------ Material for the task
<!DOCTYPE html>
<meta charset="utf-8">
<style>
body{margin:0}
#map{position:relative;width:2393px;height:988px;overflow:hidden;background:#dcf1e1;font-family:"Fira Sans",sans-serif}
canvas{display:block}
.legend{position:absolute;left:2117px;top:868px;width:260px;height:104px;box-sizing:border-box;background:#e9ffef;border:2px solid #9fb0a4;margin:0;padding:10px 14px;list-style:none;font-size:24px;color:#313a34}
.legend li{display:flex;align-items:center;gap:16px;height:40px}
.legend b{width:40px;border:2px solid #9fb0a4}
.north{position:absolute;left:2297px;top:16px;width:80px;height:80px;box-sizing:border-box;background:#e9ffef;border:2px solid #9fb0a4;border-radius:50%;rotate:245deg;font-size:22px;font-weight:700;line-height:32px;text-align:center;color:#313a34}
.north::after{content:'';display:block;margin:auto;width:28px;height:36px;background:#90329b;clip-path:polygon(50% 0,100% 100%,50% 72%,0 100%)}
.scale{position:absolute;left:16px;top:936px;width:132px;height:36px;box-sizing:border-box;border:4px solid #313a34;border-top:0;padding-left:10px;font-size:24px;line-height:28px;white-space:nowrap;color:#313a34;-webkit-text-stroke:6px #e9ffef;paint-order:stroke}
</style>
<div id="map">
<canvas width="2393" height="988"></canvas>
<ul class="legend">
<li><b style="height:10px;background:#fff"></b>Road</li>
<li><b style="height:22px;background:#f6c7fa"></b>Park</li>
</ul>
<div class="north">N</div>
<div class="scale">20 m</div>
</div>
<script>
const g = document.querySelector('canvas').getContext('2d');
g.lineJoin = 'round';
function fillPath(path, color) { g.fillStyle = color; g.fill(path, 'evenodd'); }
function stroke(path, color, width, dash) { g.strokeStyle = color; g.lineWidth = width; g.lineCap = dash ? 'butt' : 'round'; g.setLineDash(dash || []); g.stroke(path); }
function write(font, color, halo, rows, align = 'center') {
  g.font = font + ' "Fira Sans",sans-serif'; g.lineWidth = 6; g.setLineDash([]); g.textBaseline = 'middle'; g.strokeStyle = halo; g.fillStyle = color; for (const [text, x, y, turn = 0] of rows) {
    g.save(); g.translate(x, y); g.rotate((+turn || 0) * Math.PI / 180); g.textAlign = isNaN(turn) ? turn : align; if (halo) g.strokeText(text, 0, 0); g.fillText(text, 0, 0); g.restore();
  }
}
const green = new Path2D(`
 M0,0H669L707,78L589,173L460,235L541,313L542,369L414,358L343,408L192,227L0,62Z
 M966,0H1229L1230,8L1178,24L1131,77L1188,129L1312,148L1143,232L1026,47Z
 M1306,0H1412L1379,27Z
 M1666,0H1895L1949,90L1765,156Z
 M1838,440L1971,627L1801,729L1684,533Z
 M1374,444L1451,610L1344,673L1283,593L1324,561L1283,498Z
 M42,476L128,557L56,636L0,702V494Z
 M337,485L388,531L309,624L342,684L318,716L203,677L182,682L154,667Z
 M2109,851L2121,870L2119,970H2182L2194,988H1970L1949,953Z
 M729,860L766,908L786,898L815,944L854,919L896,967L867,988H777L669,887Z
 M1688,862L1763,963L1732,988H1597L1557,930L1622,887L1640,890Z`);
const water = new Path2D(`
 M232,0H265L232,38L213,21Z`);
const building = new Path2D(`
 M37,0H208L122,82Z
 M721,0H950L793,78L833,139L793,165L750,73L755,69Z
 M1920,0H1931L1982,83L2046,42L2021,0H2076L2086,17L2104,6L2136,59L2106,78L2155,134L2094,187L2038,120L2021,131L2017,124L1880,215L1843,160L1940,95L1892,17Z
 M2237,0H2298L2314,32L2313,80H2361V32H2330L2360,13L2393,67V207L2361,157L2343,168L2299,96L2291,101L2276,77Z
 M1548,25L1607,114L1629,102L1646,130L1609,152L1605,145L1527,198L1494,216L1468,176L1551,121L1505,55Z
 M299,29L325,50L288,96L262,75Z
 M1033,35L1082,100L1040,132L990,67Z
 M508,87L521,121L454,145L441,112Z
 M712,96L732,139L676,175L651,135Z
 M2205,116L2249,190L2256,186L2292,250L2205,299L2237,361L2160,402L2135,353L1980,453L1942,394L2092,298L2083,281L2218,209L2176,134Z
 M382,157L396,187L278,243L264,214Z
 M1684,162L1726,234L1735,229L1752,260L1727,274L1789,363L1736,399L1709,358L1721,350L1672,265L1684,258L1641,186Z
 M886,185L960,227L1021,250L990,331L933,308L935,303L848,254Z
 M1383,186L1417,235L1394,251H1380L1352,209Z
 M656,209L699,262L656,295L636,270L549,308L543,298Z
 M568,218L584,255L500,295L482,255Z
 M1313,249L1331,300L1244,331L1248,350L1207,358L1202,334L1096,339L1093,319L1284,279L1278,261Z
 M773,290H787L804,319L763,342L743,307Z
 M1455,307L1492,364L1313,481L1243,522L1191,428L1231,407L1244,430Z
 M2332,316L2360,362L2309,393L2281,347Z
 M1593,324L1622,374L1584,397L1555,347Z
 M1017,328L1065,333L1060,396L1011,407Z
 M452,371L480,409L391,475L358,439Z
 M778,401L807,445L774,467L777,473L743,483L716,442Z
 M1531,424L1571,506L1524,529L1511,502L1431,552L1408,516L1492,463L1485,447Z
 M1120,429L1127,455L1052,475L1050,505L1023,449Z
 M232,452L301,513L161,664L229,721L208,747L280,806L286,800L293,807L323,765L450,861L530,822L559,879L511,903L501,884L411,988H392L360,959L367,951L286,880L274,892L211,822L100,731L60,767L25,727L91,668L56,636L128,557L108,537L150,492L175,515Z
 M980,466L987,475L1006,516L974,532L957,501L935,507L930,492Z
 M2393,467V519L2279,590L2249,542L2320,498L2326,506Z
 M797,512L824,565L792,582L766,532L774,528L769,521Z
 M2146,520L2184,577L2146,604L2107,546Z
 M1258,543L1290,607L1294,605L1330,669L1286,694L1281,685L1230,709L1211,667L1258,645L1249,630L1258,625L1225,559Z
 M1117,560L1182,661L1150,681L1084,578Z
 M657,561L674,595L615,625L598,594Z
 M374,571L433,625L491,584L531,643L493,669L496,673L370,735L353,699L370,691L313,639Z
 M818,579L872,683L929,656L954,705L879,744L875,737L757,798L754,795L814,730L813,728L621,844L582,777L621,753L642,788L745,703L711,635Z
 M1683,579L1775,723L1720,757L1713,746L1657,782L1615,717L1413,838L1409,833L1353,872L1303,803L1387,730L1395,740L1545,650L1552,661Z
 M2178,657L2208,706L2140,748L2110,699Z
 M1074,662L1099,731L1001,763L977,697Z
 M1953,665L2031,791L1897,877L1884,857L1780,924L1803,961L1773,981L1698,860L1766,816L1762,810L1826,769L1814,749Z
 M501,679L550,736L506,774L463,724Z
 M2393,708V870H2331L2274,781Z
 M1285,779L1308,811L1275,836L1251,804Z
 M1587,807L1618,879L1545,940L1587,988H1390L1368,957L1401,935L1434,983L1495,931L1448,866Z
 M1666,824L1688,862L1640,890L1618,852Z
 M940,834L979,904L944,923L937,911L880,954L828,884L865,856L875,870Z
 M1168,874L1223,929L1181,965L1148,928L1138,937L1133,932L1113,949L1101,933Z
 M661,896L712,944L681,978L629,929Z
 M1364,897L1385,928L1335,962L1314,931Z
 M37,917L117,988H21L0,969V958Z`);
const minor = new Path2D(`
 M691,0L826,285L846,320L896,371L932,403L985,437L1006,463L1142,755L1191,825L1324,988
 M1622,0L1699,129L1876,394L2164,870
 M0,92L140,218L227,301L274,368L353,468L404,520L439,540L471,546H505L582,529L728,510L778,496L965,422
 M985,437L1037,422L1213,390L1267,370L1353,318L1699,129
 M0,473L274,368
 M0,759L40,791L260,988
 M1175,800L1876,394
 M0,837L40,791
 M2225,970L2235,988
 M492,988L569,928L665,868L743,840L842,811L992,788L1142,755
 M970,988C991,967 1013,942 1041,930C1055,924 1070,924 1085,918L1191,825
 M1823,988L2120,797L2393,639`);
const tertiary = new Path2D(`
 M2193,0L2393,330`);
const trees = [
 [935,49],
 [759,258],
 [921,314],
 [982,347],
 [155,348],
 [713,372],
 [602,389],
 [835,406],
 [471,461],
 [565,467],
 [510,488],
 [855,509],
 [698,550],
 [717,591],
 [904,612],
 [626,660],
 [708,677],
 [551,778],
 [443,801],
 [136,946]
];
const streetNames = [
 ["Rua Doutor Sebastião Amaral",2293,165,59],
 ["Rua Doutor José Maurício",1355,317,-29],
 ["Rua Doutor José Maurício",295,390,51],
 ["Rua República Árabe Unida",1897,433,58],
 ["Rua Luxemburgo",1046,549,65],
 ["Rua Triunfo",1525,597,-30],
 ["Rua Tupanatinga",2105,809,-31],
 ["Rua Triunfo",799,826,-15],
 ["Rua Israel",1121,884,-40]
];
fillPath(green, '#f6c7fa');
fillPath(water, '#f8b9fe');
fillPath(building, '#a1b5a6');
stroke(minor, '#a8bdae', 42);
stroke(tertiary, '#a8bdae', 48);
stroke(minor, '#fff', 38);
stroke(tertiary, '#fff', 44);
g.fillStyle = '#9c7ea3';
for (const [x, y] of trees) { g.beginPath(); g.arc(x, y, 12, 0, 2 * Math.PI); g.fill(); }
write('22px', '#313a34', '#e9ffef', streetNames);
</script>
------------
------ Material for the task
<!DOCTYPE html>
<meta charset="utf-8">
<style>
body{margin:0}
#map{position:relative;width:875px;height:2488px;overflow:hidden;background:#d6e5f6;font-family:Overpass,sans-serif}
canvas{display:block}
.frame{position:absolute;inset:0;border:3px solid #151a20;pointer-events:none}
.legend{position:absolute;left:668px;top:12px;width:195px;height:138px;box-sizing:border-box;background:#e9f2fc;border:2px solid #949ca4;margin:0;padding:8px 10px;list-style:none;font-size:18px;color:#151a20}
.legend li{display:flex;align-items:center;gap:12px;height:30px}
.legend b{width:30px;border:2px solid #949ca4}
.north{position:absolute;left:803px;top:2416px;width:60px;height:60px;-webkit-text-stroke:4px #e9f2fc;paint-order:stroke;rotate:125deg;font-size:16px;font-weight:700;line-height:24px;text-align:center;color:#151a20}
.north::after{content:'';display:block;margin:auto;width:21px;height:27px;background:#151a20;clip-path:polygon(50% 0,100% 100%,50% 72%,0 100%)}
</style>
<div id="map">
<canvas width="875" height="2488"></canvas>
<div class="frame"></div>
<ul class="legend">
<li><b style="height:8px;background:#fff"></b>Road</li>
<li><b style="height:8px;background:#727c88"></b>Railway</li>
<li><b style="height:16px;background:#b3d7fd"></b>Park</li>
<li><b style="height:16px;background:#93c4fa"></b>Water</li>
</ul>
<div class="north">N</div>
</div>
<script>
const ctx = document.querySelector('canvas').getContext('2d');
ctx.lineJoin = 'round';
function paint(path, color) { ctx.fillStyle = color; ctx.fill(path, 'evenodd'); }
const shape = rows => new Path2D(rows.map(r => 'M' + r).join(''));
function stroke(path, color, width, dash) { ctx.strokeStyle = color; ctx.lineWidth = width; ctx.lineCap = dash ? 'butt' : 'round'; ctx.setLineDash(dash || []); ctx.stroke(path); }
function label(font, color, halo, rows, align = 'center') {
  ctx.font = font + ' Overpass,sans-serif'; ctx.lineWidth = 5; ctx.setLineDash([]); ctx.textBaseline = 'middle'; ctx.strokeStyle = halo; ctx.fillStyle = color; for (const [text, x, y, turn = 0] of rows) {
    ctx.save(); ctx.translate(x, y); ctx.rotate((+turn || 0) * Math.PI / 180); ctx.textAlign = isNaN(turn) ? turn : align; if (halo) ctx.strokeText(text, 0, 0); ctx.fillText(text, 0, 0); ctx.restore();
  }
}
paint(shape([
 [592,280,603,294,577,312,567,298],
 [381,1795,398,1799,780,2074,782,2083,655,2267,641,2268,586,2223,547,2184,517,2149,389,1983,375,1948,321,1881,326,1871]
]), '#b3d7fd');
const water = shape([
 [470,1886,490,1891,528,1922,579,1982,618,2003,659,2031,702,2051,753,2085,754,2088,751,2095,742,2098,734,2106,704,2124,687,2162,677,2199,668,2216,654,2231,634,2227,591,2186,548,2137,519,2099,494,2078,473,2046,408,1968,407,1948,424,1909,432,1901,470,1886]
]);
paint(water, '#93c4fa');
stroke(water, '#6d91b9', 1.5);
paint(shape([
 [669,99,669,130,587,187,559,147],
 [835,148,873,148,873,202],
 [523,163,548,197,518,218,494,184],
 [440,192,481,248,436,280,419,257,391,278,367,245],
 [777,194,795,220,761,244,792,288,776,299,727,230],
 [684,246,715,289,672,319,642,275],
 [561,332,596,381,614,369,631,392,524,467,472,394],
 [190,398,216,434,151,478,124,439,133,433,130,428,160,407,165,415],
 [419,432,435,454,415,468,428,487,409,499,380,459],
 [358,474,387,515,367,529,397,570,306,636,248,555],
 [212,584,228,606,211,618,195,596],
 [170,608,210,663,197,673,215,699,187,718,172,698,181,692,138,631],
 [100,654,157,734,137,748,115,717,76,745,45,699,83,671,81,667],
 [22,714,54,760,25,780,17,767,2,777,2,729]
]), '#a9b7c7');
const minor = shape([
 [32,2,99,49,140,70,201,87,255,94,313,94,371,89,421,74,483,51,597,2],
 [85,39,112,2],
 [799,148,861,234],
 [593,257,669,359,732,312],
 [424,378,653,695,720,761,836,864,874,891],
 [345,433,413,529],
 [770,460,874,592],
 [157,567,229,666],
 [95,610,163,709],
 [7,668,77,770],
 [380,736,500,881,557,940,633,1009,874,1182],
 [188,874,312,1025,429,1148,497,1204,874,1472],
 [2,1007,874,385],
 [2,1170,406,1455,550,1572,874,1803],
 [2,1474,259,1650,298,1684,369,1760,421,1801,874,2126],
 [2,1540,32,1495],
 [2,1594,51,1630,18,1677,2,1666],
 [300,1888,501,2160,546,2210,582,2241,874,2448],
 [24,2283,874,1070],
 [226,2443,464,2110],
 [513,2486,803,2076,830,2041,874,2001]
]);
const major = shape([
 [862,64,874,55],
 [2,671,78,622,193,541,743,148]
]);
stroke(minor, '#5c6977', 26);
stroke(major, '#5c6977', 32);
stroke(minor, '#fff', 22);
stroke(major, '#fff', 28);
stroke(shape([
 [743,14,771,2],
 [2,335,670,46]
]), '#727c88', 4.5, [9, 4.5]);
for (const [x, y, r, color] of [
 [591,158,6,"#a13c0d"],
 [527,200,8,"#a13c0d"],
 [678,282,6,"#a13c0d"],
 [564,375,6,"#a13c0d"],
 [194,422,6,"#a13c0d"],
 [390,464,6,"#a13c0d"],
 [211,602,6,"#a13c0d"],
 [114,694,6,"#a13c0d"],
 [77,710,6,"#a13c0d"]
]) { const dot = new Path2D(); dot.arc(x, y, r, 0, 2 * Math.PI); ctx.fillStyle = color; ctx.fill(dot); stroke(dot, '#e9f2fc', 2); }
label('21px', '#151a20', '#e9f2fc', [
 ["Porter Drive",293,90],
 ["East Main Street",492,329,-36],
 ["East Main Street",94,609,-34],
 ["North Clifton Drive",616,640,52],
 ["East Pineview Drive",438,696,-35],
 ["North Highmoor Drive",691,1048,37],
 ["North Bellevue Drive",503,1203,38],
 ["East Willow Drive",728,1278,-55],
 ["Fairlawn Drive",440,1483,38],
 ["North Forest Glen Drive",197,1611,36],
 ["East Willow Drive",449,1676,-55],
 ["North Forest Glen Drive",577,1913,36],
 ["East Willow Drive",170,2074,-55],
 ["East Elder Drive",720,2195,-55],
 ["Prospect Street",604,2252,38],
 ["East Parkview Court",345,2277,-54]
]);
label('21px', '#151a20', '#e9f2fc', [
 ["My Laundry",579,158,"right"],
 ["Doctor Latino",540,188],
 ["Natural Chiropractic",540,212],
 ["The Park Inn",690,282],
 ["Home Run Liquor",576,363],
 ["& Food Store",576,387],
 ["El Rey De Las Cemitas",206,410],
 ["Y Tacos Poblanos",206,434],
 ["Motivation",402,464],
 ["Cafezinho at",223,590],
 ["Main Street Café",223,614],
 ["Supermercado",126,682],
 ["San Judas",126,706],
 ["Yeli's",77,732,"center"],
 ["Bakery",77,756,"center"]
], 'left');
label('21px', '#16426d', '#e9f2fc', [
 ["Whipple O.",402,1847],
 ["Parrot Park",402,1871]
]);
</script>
------------
Activity:
How many lines in the data above hold the word "canvas"? Answer with the number alone.

Exercise result:
6